(RECORDS TO PROCESS):

--- START ---

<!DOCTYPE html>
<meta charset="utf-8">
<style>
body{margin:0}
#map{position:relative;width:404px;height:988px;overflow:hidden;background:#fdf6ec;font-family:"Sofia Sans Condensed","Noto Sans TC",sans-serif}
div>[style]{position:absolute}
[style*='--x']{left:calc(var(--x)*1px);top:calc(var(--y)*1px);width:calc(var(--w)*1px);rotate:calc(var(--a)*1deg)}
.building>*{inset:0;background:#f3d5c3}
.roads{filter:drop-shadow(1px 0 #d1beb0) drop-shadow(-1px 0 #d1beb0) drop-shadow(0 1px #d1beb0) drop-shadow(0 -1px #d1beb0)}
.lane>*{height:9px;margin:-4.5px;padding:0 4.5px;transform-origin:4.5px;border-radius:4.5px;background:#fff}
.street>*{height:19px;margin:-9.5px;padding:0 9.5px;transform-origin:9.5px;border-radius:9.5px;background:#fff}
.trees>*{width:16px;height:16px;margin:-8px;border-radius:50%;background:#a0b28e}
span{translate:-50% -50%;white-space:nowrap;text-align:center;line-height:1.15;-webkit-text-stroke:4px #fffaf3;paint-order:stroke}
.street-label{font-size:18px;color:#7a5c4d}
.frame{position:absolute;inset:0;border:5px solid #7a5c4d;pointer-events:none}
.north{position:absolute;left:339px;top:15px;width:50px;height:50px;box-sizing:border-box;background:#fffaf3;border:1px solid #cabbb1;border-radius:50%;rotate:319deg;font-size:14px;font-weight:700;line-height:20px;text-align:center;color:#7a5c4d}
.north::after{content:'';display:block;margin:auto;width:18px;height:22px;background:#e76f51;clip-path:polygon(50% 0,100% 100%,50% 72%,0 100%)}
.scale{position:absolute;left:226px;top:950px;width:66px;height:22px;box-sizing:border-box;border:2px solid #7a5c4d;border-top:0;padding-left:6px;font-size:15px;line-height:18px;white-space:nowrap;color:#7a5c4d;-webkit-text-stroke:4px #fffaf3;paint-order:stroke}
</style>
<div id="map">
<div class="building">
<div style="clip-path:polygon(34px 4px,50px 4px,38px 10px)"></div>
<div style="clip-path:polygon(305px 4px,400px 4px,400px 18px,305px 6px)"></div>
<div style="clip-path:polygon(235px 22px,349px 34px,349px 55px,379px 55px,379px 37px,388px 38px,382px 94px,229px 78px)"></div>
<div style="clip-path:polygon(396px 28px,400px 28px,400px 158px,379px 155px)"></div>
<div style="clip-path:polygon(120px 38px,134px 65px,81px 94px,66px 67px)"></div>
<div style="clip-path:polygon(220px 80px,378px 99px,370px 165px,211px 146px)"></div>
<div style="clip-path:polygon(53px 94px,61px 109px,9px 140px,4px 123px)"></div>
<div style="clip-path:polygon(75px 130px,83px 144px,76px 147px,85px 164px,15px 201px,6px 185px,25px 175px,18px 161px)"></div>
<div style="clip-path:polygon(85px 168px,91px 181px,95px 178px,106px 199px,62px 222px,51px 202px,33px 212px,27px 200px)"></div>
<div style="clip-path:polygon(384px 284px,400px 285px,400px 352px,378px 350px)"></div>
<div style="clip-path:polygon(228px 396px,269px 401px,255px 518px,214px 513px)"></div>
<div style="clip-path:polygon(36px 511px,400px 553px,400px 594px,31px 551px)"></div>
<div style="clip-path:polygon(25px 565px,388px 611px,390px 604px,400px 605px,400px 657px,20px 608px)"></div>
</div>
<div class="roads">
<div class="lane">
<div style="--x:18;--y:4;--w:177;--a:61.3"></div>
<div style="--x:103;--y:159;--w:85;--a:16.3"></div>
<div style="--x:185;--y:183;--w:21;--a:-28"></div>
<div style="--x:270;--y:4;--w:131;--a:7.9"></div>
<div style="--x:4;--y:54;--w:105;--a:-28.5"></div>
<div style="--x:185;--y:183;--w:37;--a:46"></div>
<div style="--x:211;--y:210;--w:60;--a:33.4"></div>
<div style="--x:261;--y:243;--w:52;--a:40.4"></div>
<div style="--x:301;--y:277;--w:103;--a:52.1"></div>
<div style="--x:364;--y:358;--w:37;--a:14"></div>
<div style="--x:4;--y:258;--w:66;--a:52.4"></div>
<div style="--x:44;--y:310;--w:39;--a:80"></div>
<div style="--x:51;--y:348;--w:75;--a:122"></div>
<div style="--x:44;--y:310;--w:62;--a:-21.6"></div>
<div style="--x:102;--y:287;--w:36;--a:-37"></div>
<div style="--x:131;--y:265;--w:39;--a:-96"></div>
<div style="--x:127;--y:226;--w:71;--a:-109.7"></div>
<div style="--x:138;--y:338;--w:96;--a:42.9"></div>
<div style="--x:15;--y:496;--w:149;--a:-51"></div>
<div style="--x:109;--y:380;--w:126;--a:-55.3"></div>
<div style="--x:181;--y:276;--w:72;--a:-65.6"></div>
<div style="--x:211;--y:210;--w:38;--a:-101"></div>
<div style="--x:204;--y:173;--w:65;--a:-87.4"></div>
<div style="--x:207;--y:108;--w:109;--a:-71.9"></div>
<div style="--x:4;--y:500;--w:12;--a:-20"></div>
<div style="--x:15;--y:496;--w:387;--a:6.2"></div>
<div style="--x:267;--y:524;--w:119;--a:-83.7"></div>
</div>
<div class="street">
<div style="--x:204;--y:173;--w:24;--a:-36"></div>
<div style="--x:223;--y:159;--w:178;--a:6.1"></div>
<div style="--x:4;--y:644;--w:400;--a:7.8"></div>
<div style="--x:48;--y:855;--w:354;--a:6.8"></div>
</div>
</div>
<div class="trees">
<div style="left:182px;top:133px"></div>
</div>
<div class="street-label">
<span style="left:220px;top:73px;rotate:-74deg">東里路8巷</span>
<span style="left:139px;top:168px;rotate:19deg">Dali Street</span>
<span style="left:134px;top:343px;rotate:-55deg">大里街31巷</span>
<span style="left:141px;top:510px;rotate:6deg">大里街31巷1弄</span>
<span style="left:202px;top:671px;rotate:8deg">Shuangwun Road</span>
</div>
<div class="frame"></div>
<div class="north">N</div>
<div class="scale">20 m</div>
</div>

--- END ---

(TASK PROMPT): The word "lane" appears in some lines of the records. Please work out how many and reply with that number only.

(ANSWER TO THE PROBLEM): 2